Records shown:
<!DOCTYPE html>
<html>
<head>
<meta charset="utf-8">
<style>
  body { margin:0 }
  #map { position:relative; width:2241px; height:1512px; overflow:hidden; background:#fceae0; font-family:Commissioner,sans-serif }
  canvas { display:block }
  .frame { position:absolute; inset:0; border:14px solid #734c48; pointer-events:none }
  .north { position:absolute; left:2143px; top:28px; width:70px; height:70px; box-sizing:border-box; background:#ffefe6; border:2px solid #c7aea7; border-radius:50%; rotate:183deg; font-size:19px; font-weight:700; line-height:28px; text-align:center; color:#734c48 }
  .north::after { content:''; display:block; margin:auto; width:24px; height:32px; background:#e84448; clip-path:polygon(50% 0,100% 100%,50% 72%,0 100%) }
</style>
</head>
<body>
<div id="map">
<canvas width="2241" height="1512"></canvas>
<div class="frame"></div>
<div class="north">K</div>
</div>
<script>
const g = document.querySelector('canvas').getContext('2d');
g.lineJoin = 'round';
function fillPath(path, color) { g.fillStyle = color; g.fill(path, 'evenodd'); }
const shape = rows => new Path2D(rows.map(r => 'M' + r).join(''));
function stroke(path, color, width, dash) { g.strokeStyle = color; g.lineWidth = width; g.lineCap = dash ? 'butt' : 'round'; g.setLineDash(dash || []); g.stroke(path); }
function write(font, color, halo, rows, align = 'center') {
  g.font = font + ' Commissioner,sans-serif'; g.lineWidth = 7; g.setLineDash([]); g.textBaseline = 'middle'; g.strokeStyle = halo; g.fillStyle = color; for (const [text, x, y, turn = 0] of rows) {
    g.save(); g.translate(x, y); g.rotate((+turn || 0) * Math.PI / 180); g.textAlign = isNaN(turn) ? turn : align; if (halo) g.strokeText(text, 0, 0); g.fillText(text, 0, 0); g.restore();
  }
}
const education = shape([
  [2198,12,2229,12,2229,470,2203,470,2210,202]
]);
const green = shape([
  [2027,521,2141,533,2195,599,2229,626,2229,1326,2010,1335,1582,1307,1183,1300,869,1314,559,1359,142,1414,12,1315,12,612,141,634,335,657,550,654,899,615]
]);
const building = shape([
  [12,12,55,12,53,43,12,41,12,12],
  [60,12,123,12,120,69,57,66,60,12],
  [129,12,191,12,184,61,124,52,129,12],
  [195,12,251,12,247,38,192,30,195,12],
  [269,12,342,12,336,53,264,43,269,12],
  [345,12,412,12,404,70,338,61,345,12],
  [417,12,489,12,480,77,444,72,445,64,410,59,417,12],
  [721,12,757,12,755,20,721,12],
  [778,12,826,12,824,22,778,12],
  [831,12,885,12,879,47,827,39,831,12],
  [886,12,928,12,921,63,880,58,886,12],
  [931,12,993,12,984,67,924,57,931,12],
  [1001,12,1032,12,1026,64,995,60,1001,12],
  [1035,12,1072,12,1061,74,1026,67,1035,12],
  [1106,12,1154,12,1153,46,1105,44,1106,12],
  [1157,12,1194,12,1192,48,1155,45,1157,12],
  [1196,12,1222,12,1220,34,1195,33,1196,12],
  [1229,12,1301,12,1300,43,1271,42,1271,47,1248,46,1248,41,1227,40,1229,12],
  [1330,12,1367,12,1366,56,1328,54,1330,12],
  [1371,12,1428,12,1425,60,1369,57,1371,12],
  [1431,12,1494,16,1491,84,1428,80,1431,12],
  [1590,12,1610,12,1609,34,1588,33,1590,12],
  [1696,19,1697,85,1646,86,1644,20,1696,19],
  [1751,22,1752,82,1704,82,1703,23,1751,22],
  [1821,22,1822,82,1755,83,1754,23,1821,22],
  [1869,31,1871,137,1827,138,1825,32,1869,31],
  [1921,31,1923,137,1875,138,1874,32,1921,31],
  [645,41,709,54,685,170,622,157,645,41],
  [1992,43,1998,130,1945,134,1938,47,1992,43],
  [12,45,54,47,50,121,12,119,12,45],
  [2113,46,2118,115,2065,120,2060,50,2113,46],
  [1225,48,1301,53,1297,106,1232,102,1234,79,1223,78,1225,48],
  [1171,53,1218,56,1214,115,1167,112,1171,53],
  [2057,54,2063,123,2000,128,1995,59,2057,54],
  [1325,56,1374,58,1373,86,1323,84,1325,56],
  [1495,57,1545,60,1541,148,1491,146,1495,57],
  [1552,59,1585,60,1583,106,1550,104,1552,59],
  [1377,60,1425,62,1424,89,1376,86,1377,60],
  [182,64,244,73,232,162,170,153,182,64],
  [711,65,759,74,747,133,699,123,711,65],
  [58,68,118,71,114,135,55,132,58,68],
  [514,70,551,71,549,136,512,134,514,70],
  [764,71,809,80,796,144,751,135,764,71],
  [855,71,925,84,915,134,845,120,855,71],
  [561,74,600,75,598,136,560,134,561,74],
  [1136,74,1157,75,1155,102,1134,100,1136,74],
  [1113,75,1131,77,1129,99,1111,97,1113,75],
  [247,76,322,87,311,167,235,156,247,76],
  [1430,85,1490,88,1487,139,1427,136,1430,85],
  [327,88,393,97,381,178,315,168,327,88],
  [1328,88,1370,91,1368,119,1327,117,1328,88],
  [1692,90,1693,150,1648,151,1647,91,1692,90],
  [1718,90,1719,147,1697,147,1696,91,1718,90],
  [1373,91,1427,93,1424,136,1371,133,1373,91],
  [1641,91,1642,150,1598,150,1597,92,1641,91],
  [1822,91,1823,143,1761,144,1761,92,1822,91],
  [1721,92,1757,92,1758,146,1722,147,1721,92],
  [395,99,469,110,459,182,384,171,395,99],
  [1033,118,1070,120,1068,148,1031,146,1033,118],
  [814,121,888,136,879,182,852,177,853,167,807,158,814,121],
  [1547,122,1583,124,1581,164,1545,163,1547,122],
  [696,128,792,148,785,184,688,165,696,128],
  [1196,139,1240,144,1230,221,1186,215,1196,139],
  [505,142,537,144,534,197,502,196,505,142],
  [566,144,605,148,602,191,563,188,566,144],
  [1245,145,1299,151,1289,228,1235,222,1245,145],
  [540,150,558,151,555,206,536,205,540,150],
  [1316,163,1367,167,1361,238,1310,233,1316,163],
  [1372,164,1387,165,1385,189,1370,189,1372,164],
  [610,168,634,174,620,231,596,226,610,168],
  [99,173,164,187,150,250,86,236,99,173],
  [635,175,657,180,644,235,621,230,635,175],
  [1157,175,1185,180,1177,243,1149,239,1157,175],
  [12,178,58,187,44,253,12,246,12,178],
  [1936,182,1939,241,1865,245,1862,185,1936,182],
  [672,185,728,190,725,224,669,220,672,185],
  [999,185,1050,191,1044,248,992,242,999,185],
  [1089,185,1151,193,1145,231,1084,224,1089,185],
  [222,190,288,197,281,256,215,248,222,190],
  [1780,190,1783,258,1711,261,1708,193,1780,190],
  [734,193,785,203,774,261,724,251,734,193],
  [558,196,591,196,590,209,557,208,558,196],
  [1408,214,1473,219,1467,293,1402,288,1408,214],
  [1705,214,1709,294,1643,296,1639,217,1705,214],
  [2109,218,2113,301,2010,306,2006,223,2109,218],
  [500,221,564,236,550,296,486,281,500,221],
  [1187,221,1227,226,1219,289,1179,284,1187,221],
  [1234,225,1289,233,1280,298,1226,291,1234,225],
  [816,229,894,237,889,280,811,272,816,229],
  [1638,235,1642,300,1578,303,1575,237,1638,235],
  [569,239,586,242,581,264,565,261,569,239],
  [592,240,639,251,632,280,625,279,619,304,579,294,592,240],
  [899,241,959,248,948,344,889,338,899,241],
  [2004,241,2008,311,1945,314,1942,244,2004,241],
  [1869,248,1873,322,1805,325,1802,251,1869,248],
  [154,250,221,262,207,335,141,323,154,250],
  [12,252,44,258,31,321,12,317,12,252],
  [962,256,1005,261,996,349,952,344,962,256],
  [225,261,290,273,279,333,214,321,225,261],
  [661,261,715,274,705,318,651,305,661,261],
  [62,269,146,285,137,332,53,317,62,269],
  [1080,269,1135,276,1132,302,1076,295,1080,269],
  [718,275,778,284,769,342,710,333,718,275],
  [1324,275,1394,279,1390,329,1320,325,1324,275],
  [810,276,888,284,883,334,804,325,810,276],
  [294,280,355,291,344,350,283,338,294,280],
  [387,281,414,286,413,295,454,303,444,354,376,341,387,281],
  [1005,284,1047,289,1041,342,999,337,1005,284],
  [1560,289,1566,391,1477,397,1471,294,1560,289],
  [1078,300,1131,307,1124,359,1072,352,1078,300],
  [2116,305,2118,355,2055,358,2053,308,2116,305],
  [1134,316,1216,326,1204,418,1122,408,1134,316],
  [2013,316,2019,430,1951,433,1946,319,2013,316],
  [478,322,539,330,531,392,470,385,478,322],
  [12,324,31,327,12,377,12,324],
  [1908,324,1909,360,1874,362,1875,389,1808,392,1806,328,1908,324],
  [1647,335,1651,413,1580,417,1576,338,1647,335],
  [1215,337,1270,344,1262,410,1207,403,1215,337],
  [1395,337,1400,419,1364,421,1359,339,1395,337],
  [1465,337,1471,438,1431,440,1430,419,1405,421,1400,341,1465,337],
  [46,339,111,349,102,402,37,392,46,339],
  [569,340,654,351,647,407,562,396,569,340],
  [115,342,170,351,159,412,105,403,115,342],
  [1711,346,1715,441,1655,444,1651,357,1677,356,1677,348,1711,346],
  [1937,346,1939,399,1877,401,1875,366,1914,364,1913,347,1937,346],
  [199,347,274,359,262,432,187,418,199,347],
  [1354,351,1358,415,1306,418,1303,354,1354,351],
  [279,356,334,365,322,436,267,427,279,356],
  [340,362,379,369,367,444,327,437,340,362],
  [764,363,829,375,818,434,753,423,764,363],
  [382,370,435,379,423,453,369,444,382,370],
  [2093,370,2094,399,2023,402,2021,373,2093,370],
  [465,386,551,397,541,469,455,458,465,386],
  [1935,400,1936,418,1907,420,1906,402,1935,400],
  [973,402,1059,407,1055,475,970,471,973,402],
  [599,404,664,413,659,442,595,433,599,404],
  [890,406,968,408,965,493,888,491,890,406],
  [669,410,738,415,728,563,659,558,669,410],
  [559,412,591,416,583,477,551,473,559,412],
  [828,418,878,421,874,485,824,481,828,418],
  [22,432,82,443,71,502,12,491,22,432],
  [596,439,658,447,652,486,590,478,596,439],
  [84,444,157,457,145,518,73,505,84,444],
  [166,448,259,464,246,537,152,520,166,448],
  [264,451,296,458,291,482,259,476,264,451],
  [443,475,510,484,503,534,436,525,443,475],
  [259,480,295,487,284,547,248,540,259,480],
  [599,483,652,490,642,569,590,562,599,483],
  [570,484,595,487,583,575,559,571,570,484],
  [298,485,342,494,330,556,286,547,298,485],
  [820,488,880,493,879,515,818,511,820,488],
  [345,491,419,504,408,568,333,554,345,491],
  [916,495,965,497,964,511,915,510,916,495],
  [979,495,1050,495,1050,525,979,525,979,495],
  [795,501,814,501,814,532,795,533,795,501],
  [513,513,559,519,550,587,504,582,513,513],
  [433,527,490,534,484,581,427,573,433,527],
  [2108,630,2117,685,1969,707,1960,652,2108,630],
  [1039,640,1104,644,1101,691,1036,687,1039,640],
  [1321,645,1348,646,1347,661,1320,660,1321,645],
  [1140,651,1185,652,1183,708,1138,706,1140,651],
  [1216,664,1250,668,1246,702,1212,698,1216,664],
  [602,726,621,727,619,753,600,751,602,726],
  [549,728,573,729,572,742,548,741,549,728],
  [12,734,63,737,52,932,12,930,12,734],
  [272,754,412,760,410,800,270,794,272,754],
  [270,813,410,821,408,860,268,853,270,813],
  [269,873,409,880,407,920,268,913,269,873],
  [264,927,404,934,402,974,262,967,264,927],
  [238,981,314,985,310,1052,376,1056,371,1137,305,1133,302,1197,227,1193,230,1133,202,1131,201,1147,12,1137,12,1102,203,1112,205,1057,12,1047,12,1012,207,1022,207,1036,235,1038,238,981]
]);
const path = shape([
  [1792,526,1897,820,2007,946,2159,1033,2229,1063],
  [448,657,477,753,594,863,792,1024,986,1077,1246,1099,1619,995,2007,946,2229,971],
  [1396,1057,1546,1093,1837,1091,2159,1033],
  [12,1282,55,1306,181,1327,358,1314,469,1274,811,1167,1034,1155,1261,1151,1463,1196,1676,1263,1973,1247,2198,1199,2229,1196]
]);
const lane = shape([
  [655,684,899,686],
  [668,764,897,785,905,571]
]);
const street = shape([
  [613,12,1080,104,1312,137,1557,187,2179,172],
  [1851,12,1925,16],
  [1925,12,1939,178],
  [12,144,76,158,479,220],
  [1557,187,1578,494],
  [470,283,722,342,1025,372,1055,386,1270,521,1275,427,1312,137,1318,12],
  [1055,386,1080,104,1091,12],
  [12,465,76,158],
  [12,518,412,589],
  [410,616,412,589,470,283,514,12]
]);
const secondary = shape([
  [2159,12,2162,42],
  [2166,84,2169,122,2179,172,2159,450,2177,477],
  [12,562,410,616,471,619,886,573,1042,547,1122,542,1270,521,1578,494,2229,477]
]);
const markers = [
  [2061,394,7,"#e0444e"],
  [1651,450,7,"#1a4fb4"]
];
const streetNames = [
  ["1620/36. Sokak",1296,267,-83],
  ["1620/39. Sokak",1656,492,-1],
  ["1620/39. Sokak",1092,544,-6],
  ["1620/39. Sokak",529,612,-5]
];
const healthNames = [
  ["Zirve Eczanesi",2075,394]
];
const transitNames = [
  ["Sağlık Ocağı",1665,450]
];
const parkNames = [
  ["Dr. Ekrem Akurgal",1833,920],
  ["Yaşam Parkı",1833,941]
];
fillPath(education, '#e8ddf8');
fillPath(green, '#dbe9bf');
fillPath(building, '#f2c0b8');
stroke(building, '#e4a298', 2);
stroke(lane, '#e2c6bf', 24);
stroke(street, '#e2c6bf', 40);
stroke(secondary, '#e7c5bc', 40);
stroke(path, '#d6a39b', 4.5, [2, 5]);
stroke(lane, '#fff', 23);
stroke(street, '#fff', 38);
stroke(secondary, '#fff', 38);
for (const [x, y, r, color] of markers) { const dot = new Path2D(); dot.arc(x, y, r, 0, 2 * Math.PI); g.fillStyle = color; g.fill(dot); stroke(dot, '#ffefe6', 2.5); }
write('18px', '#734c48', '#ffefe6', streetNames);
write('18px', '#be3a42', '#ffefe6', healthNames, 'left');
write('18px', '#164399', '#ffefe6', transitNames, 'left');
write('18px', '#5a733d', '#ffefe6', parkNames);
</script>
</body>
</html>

To do:
Copy the lines above exactly, beginning at the line that has "const shape = rows" and stopping after the line that has "function write(font, color, halo, rows, align", and omit the rest.

Answer space:
const shape = rows => new Path2D(rows.map(r => 'M' + r).join(''));
function stroke(path, color, width, dash) { g.strokeStyle = color; g.lineWidth = width; g.lineCap = dash ? 'butt' : 'round'; g.setLineDash(dash || []); g.stroke(path); }
function write(font, color, halo, rows, align = 'center') {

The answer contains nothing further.